What's your suggestion for this text? Just remove "it make sense" or 
completely rewrite the para? If the latter, please provide the text.

>>>     Regardless of the type of rate-limiting used, there is a huge
>>>     advantage in blocking the DoS attack using rate-limiting for
>>>     legitimate clients that are away from the attacking nodes.  In such
>>>     cases, adverse impacts caused by the attack or by the measures used
>>>     to counteract the attack can be avoided.
>>>
>>>  I don't understand this paragraph at all. I guess "rate-limiting for
>>>  legitimate clients" just confuses me. I think it might attempt to be
>>>  saying "not blocking ranges with no attackers helps real clients", but
>>>  it is very unclear.
>>
>> Yoav?
>>
>>>     to calculate the PRF
>>>
>>>  One does not "calculate" a PRF. One uses a PRF to calculate something.
>>
>> OK.
> 
> You didn't provide text but I assume you changed it somehow.

s/PRF/"output of PRF" or s/PRF/"the result of PRF"   Is it OK?

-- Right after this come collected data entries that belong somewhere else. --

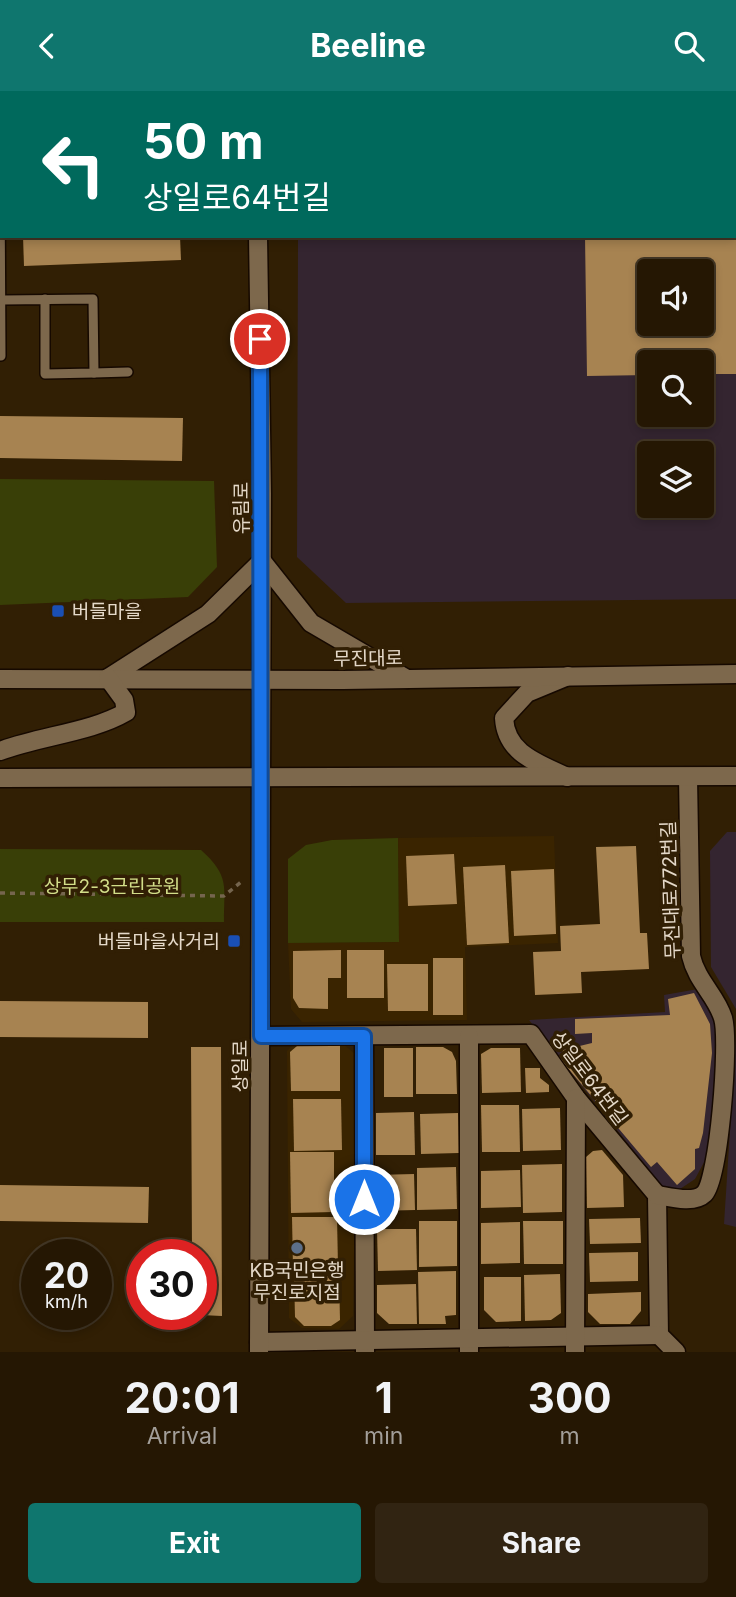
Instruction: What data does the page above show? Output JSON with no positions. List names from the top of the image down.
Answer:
{
  "streets": {
    "street": [
      "유림로",
      "무진대로",
      "무진대로772번길",
      "상일로",
      "상일로64번길"
    ]
  },
  "crossings": [
    ["유림로", "무진대로"],
    ["유림로", "상일로"],
    ["무진대로772번길", "상일로64번길"],
    ["상일로", "상일로64번길"]
  ],
  "parks": ["상무2-3근린공원"],
  "places": {
    "transit": ["버들마을", "버들마을사거리"],
    "other": ["KB국민은행 무진로지점"]
  },
  "page": {
    "header": "Beeline",
    "turn": ["50 m", "상일로64번길"],
    "speed": "20 km/h",
    "limit": "30",
    "eta": [
      "20:01",
      "Arrival",
      "1",
      "min",
      "300",
      "m"
    ],
    "buttons": ["Exit", "Share"]
  }
}
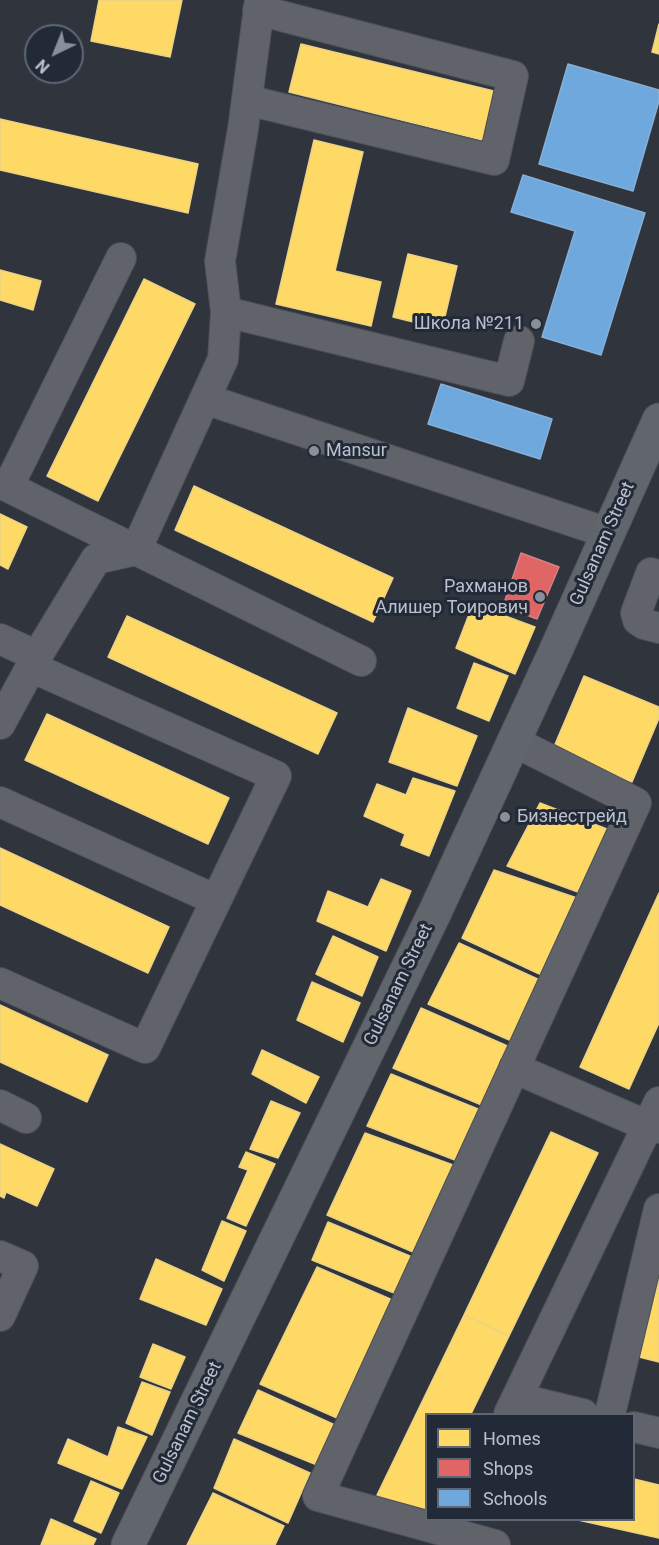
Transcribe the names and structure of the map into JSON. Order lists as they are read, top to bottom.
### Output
{
  "streets": {
    "main road": ["Gulsanam Street"]
  },
  "places": [
    "Школа №211",
    "Mansur",
    "Рахманов Алишер Тоирович",
    "Бизнестрейд"
  ],
  "legend": ["Homes", "Shops", "Schools"],
  "north": "bottom left"
}
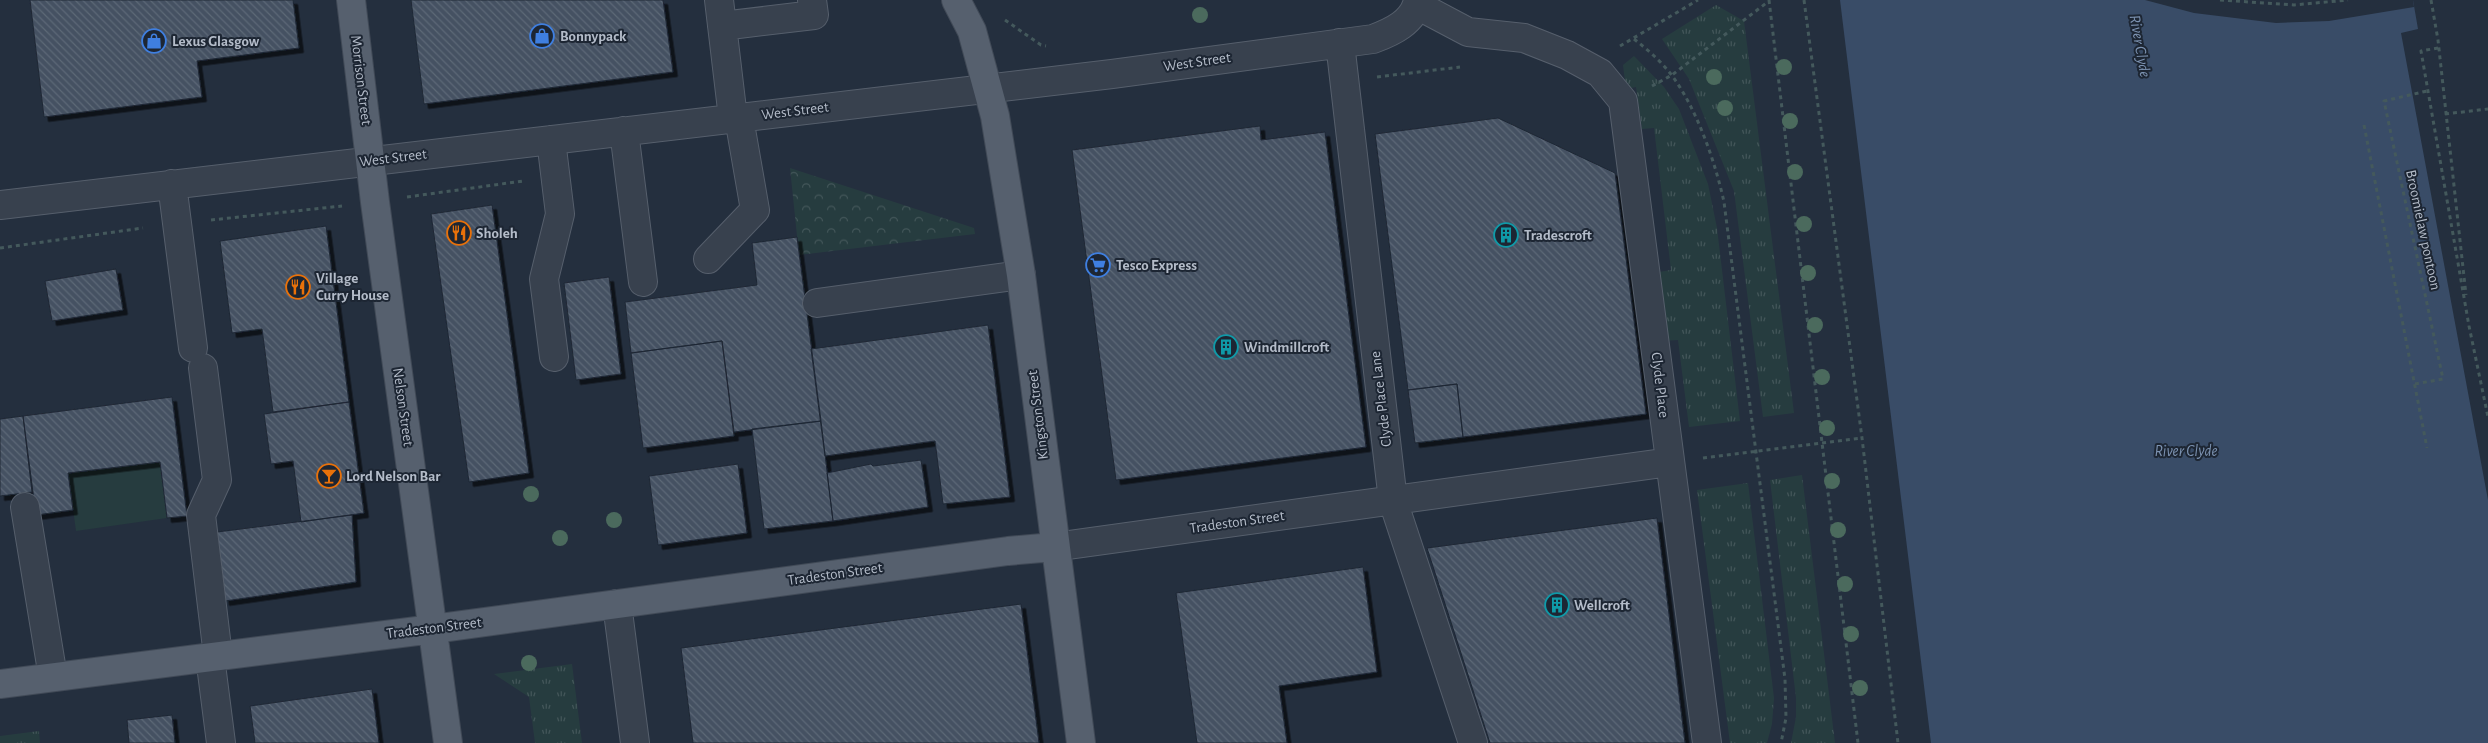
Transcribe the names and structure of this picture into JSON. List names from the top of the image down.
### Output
{
  "streets": {
    "main road": [
      "Morrison Street",
      "Nelson Street",
      "Kingston Street",
      "Tradeston Street"
    ],
    "street": ["West Street", "Clyde Place", "Clyde Place Lane"],
    "path": ["Broomielaw pontoon"]
  },
  "crossings": [
    ["West Street", "Morrison Street"],
    ["West Street", "Clyde Place"],
    ["West Street", "Clyde Place Lane"],
    ["West Street", "Nelson Street"],
    ["West Street", "Kingston Street"],
    ["Morrison Street", "Nelson Street"],
    ["Clyde Place", "Tradeston Street"],
    ["Clyde Place Lane", "Tradeston Street"],
    ["Nelson Street", "Tradeston Street"],
    ["Kingston Street", "Tradeston Street"]
  ],
  "water": ["River Clyde"],
  "places": {
    "shop": ["Bonnypack", "Lexus Glasgow"],
    "restaurant": ["Sholeh", "Village Curry House"],
    "building": ["Tradescroft", "Windmillcroft", "Wellcroft"],
    "supermarket": ["Tesco Express"],
    "bar": ["Lord Nelson Bar"]
  }
}
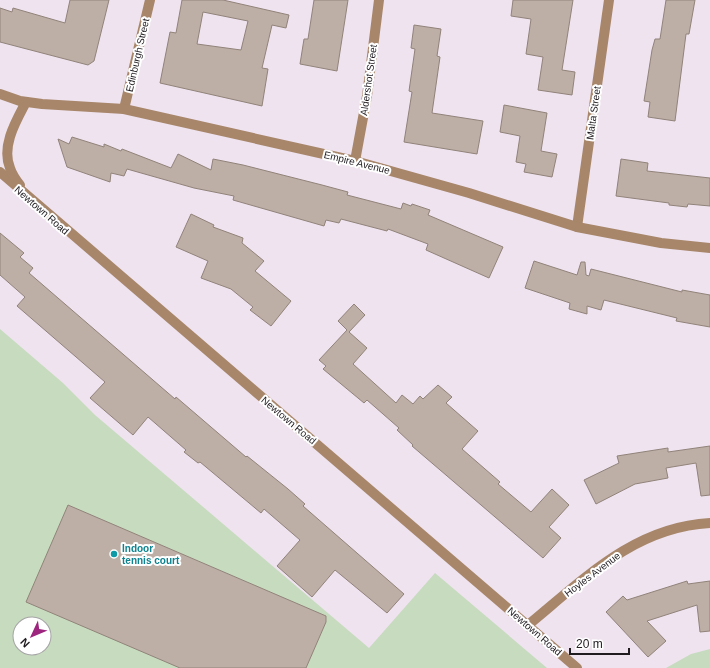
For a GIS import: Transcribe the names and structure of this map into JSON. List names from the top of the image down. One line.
{"streets":{"street":["Edinburgh Street","Aldershot Street","Malta Street","Empire Avenue","Newtown Road","Hoyles Avenue"]},"crossings":[["Edinburgh Street","Empire Avenue"],["Aldershot Street","Empire Avenue"],["Malta Street","Empire Avenue"],["Newtown Road","Hoyles Avenue"]],"places":["Indoor tennis court"],"scale_bar":"20 m","north":"bottom left"}
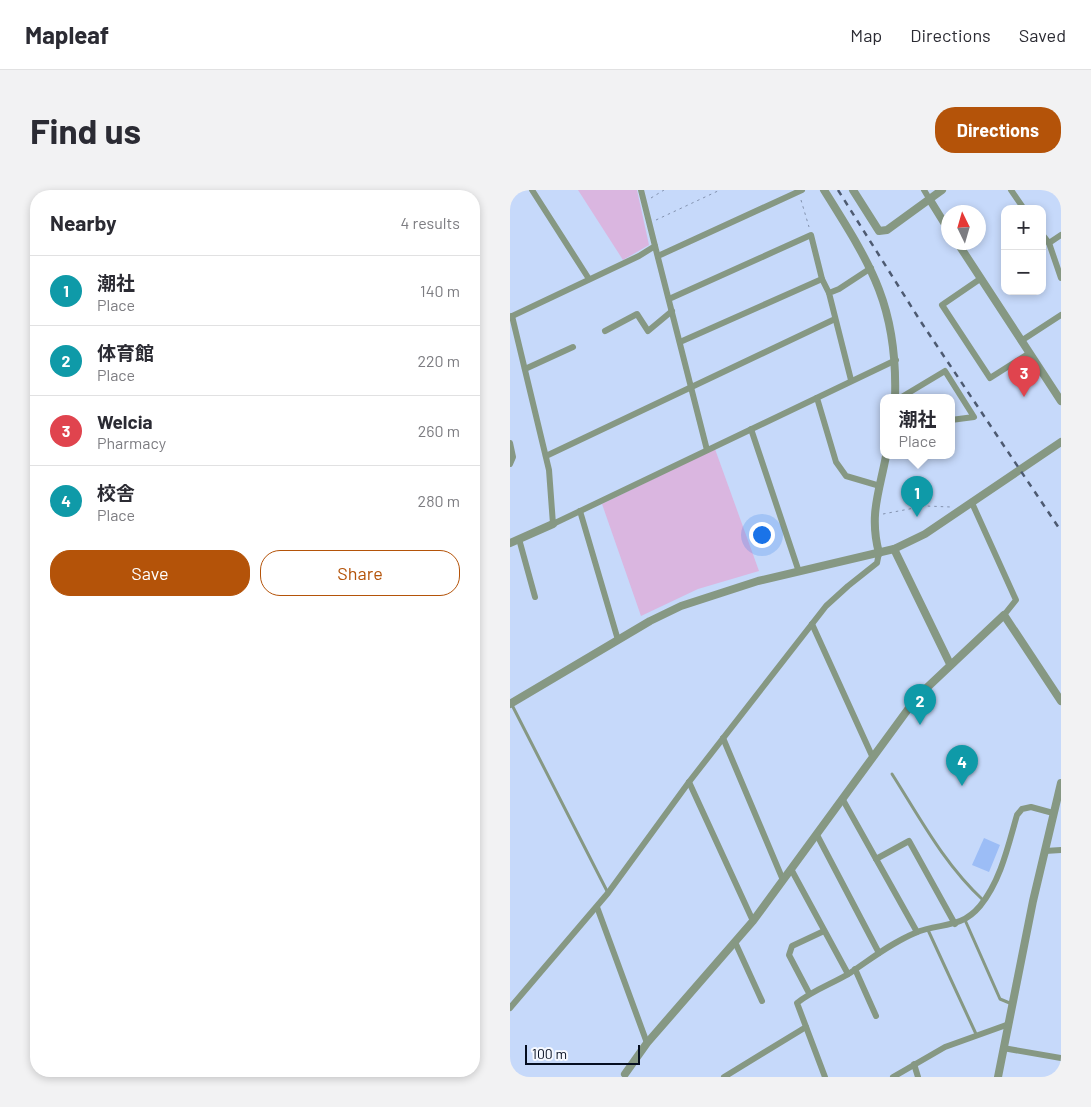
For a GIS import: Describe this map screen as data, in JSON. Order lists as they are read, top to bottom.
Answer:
{
  "scale_bar": "100 m",
  "north": "top",
  "page": {
    "header": "Mapleaf",
    "nav": ["Map", "Directions", "Saved"],
    "buttons": [
      "Directions",
      ["Save", "Share"]
    ],
    "title": "Find us",
    "heading": ["Nearby", "4 results"],
    "map_buttons": ["+", "−"],
    "list": [
      {
        "mark": "1",
        "name": "潮社",
        "note": "Place",
        "value": "140 m"
      },
      {
        "mark": "2",
        "name": "体育館",
        "note": "Place",
        "value": "220 m"
      },
      {
        "mark": "3",
        "name": "Welcia",
        "note": "Pharmacy",
        "value": "260 m"
      },
      {
        "mark": "4",
        "name": "校舎",
        "note": "Place",
        "value": "280 m"
      }
    ],
    "pins": [
      "3",
      "1",
      "2",
      "4"
    ],
    "popup": ["潮社", "Place"],
    "scale": "100 m"
  }
}
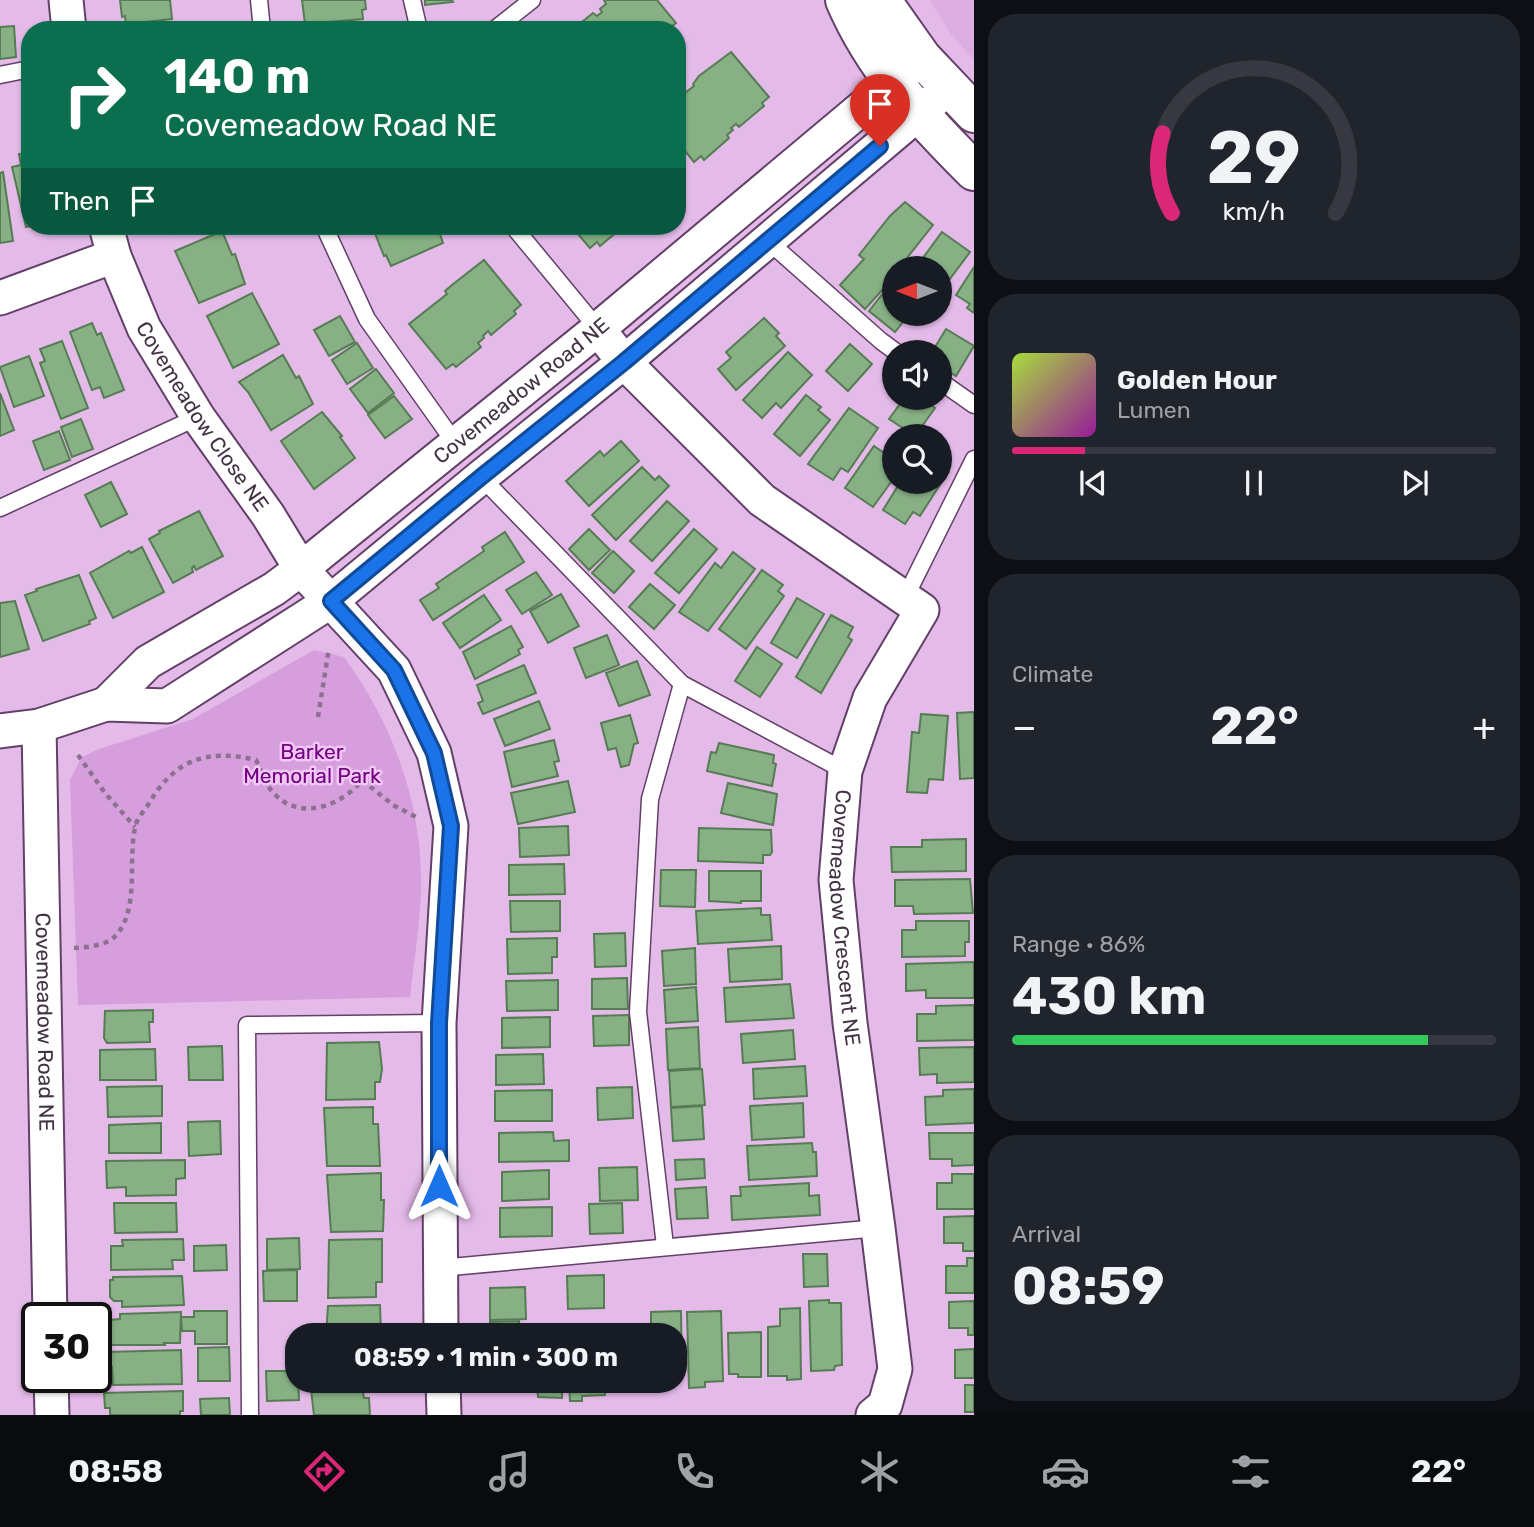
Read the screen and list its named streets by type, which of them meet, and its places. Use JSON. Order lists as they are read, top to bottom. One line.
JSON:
{"streets":{"street":["Covemeadow Road NE","Covemeadow Close NE","Covemeadow Crescent NE"]},"crossings":[["Covemeadow Road NE","Covemeadow Close NE"]],"parks":["Barker Memorial Park"],"north":"left","page":{"turn":["140 m","Covemeadow Road NE"],"then":"Then","song":["Golden Hour","Lumen"],"tile":["Climate",["Range · 86%","430 km"],["Arrival","08:59"]],"heat":["−","22°","+"],"limit":"30","trip":"08:59 · 1 min · 300 m","tabs":["08:58","22°"],"gauge":["29","km/h"]}}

>>>  The section that starts with "Upon receiving this challenge," seems to
>>>  be discussing the pros and conns of this method before it has explained
>>>  the method. The reader is forced to skip this or forward to section 7
>>>  and getting back to this part. I suggest to re-order some text to avoid
>>>  this, or to give a better short summary of the puzzle nature just before
>>>  this paragraph.
>>
>> It describes the puzzles mechanism in general, while Sections 7 & 8
>> describe the particular instantiation of puzzles in IKEv2.
>> I'd rather to keep some background about puzzles here,
>> so that all possible defenses are described in one place.
> 
> Then I think it still requires a one-line introduction to puzzles.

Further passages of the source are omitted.